A world of displaced people

A week ago, on World Refugee Day, the UN placed the number of refugees and internally displaced people worldwide at more than 50 million, an increase of more than six million over the previous year. On average some 30,000 people are forced to flee their homes each day. In 2013 nearly 17 million refugees crossed international borders – many fleeing from conflicts like those in the Central African Republic, South Sudan and Syria – and twice that number remained trapped inside their countries of origin. Taken together, the global refugee population is larger than the entire population of Caricom and more than five times the size of the English-speaking Caribbean.

One striking statistic in the UN report is that the majority of refugees are housed by developing countries – 86 per cent, up from 70 per cent a decade ago. Another surprise, especially given the ferocity of debates over illegal immigration in the EU, and elsewhere, is that the five main host countries are Pakistan, Iran, Lebanon, Jordan and Turkey. (In fairness, it should be added that Germany accepts more asylum seekers than any other, even though its success at assimilation is uneven, to say the least.)

A glance at the FIFA World Cup rosters for most European nations offers plenty of evidence for the complexity of recent mass migrations. Germany’s star midfielder Mesut Özil, is a third generation German of Turkish descent – other “foreign players” include Sami Khedira (Tunisian father), Jerome Boateng (Ghana), Shkodran Mustafi (born in Macedonia to Albanian parents), and Miroslav Klose and Lukas Podolski (Poland). Karim Benzema, who could have played for Algeria, is one of 12 players in the French squad eligible for other national teams. (Italy would lose Rossi and Balotelli; Spain, David Silva; the Dutch would lose three Surinamese players and Portugal could not field Nani and Pepe.) If players with one foreign-born parent were ineligible, Switzerland would lose two-thirds of its squad.

While a World Cup squad of “refugees” could easily win the tournament, the players themselves often play a significant role in reducing xenophobia domestically. Deustche Welle World recently asked the director of the Centre for Turkish Studies at a local university, what he made of Turks’ enthusiastic support for the national team. He noted that even local teams like Borussia Dortmund have several hundred Turkish supporters at their matches, and added that “if Germany becomes the world champion, as many Turks expect it will …Turks will then fully identify (with the victory) and feel that they’ve contributed to it with their enthusiasm.”

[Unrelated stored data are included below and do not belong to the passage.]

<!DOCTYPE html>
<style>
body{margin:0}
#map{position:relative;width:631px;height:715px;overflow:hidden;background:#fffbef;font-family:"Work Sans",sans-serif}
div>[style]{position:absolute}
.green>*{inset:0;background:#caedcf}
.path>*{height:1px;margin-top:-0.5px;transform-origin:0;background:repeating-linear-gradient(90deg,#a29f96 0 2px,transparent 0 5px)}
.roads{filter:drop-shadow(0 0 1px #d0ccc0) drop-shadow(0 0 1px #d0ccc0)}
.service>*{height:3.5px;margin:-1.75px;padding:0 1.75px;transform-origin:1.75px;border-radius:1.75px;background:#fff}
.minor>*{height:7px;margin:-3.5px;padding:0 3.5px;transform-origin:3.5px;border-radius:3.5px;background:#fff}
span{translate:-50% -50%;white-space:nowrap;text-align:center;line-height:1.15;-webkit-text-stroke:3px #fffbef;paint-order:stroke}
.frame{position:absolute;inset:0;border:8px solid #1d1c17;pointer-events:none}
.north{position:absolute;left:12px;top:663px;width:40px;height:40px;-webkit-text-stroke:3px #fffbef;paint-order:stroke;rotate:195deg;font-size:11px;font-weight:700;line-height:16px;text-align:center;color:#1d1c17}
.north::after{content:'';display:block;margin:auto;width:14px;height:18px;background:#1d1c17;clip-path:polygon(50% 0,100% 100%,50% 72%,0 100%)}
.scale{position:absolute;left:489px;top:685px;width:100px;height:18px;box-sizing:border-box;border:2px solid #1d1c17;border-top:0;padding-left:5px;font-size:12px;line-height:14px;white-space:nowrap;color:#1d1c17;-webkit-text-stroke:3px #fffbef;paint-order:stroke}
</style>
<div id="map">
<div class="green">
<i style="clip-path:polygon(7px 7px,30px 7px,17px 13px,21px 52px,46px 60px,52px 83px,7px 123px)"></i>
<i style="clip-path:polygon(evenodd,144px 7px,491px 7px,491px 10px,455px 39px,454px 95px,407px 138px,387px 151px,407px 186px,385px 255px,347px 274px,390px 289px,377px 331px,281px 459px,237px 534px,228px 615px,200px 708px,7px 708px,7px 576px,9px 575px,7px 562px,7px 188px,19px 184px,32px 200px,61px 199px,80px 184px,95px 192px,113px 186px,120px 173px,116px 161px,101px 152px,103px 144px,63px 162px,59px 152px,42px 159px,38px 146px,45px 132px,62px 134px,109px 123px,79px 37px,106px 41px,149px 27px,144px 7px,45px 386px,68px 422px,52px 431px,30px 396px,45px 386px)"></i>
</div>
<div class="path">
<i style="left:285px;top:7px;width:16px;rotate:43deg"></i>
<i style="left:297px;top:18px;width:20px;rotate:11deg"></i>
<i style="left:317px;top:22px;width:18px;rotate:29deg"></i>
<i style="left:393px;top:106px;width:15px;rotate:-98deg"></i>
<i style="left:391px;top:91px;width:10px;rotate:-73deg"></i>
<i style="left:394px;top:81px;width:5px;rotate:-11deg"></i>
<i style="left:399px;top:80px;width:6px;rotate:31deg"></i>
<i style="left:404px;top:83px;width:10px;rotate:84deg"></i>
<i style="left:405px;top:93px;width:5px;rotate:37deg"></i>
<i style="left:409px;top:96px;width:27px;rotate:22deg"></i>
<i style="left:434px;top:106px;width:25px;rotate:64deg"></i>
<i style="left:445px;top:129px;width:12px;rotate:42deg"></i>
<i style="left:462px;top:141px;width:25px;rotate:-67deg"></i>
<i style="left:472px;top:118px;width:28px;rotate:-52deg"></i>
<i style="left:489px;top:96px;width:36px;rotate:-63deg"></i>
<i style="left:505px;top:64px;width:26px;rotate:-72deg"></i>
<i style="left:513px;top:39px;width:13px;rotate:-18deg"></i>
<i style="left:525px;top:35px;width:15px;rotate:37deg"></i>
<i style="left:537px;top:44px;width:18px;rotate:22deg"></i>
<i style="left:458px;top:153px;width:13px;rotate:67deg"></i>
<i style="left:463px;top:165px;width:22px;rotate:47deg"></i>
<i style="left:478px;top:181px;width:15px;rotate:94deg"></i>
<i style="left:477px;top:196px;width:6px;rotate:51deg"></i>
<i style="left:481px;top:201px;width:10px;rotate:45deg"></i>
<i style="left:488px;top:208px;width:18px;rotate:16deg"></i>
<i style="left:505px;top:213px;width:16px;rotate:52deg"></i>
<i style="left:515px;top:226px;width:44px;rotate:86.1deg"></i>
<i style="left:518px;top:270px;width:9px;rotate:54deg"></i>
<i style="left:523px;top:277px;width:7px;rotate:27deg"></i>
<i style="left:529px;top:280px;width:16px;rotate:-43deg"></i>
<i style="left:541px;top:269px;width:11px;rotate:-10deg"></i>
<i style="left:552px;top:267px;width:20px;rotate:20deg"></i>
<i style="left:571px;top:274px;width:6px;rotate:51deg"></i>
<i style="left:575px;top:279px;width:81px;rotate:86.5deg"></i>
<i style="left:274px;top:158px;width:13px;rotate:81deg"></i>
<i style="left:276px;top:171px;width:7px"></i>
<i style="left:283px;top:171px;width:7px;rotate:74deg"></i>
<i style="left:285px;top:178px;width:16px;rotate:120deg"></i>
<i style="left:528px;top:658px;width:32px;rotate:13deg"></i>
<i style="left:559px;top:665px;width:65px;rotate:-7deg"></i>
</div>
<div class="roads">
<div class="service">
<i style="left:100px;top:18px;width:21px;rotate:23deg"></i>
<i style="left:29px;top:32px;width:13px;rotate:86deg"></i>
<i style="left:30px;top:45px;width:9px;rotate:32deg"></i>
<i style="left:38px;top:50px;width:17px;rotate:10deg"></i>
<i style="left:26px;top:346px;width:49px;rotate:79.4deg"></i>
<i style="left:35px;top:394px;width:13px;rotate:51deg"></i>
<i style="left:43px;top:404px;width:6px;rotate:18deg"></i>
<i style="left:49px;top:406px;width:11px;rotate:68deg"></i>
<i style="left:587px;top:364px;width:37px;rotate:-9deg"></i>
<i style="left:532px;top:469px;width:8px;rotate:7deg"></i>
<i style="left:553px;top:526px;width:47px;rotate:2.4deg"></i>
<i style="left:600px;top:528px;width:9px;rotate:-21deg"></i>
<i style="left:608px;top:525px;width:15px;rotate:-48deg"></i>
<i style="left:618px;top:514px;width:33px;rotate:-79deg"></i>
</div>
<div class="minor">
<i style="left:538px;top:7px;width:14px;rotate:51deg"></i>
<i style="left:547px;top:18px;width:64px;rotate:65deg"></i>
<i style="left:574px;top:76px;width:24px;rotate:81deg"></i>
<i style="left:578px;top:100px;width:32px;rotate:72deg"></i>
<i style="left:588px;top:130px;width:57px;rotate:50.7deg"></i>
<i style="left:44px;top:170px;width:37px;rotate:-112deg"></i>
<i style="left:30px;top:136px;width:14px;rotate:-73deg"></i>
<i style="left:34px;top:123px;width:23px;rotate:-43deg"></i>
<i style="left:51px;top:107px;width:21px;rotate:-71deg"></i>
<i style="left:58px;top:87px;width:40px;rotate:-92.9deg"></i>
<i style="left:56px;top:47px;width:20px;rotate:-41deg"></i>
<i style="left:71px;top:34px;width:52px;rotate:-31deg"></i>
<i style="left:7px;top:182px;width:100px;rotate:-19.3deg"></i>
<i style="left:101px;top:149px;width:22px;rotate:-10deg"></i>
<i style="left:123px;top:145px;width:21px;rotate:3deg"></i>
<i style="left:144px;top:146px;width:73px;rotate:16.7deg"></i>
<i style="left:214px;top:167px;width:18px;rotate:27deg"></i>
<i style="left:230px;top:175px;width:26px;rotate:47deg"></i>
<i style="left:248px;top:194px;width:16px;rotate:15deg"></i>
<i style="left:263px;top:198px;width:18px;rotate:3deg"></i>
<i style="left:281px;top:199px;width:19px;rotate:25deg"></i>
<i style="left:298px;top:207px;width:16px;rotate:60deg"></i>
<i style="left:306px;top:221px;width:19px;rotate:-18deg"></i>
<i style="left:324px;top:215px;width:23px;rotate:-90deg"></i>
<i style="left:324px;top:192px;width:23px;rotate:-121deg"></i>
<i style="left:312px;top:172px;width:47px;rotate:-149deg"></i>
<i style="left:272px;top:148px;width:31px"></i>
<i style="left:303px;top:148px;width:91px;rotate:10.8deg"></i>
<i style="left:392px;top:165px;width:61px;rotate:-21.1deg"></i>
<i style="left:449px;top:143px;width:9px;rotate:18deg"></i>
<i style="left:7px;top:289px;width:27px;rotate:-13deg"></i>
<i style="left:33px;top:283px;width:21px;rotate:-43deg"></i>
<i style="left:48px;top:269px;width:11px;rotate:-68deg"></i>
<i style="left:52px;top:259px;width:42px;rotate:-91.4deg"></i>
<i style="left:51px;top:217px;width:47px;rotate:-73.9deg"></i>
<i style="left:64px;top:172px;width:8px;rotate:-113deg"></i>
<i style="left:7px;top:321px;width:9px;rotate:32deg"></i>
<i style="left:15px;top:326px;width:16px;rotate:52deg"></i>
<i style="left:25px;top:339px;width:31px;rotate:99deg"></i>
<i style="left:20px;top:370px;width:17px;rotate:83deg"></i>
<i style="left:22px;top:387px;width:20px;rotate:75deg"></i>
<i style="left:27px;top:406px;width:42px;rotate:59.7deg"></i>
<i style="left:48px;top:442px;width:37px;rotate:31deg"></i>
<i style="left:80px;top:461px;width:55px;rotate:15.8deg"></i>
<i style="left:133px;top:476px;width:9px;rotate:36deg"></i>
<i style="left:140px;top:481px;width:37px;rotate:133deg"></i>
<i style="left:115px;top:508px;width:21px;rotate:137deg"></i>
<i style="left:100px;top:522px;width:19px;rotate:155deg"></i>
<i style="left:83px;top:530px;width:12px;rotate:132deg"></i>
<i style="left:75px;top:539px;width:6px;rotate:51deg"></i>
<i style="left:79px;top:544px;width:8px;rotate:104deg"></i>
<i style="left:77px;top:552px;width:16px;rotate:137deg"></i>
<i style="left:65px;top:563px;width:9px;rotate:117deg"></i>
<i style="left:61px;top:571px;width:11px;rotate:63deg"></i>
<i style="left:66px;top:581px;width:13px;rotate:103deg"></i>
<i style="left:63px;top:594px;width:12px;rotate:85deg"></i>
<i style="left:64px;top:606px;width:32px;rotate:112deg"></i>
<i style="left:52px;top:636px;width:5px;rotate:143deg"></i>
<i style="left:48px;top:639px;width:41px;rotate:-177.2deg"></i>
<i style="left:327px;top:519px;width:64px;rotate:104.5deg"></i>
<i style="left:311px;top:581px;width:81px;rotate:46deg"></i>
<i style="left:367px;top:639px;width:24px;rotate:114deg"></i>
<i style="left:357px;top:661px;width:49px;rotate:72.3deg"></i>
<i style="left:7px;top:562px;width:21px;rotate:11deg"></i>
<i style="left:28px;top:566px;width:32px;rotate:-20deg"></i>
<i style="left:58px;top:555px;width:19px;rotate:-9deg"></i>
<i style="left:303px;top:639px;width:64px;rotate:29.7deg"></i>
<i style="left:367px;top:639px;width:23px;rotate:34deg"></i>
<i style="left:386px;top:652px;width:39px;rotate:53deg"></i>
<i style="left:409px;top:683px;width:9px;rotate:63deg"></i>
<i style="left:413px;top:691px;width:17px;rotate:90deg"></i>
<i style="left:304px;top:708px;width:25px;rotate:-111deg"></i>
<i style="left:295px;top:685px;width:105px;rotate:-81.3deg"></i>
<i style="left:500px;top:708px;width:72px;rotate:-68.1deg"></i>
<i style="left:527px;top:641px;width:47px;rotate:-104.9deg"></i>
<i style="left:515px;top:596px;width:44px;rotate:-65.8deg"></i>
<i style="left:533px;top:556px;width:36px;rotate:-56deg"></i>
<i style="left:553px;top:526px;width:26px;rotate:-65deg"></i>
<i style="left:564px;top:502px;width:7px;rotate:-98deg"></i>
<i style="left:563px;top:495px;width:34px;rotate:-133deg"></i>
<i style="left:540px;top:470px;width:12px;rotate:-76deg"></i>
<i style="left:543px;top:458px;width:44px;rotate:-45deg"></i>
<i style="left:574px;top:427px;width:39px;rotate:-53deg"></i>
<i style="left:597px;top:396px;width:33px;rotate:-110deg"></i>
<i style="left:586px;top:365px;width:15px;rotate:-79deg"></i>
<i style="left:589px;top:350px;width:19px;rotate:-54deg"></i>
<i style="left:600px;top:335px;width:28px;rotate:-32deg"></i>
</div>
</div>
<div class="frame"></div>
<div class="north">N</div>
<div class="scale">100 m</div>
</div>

A sobering contrast to this spirited assimilation is the United States’ response to the “epic” influx of foreign children currently under way. An estimated 47, 000 children have entered the US during the last eight months, mostly from Honduras, Guatemala and El Salvador. Many have been brought into the US by human trafficking “coyotes” who abandon them at the border. Although the Obama administration has spoken of an “urgent humanitarian situation” and tried to reunite children with family members in the US, wherever possible, there is a great uncertainty about the fate of the remaining children. Honduras has asked the US not to return the children and other governments likely feel the same way. Meanwhile, after arriving in the US, the children have been kept, quite literally, in warehouses – under conditions better suited to the detention of terror suspects rather than young, totally defenceless asylum seekers.

Pressed on the issue at a televised town hall meeting, Hillary Clinton said: “Just because your child gets across the border doesn’t mean the child gets to stay” – a response she may well rue when it is time to court the Latino vote in the 2016 election. Nevertheless, her impatience is indicative of the frustration, and confusion that surrounds the politics of immigration in the EU and North America. Until there is bipartisan immigration reform in the US, few improvements are likely.

Emigration from Guyana – legal and otherwise – has taken a huge toll on our society during the last generation. Many of those who left this country have endured fates similar to those of the millions of refugees currently seeking better lives elsewhere. One lesson that might be drawn from the vast collection of harrowing narratives which these experiences have generated is that it is always better to achieve political compromises – however painful, however incomplete – in countries with seemingly irreconcilable racial, religious and political tensions, than to allow temporary triumphs, whether political or military, to strip a country of its human capital. It is a lesson we would all do well to consider.